2. Der nach der Rechtsprechung des Bundesgerichtshofs in Sorge- und Umgangssachen (Beschl. v. 1.2.2017 – XII ZB 601/15, BGHZ 214, 31) anerkannte Grundsatz, dass ein paritätisches Wechselmodell nur angeordnet werden kann, wenn zwischen den Eltern eine tragfähige Kommunikations- und Kooperationsbasis besteht, kann vom grundsätzlichen Denkansatz her als wertendes Element herangezogen werden, um die Frage zu entscheiden, ob ein spezifisches, von den Eltern praktiziertes Betreuungsmodell bereits als echtes Wechselmodell qualifiziert werden kann. Denn ohne eine gewisse Basis bei der Kommunikation und Kooperation der Eltern ist es auch aus unterhaltsrechtlicher Sicht nicht vorstellbar, wie die Eltern in der Lage sein wollen, die mit zunehmenden Alter des Kindes immer wichtiger werdenden organisatorischen Aspekte der Kinderbetreuung im Wechselmodell wahrzunehmen.

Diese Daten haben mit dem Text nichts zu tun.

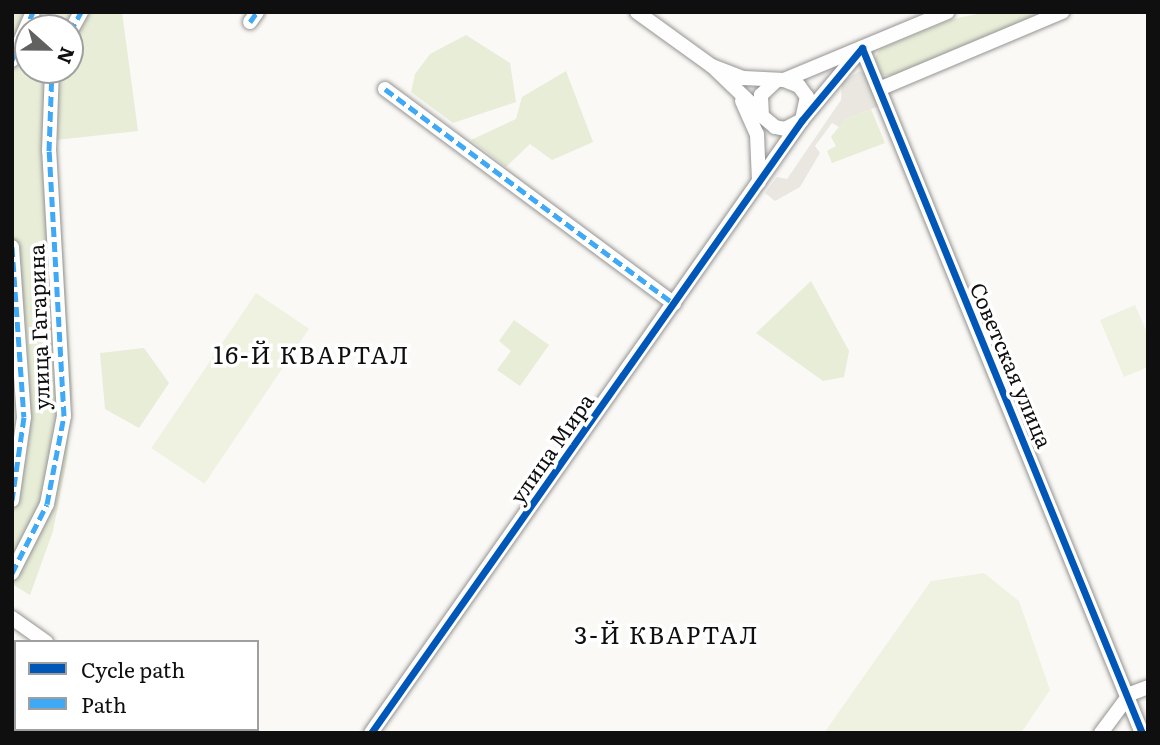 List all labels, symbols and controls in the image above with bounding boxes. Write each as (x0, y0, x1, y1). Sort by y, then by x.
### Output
north arrow (14, 14, 84, 84)
text: N (51, 43, 83, 68)
street label: улица Гагарина (23, 244, 53, 410)
street label: Советская улица (966, 279, 1058, 451)
district label: 16-Й КВАРТАЛ (215, 340, 409, 368)
street label: улица Мира (504, 388, 598, 508)
district label: 3-Й КВАРТАЛ (576, 620, 758, 648)
legend (14, 640, 259, 731)
text: Cycle path (81, 653, 185, 684)
text: Path (81, 688, 127, 719)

3. Zur Frage, ob der vom pflichtigen Elternteil geschuldete Barunterhalt zu mindern ist, weil der betreffende Elternteil für das unterhaltsberechtigte Kind regelmäßig Bekleidung kauft, Reisen finanziert oder sonstige Ausgaben bestreitet.
KG, Besch. v. 15.4.2019 – 13 UF 89/16 (AG Tempelhof-Kreuzberg)
1 Gründe:
[1] I. Die Beteiligten streiten über den Kindesunterhaltsanspruch der am … 2008 geborenen Antragstellerin gegen den Antragsgegner, ihren Vater.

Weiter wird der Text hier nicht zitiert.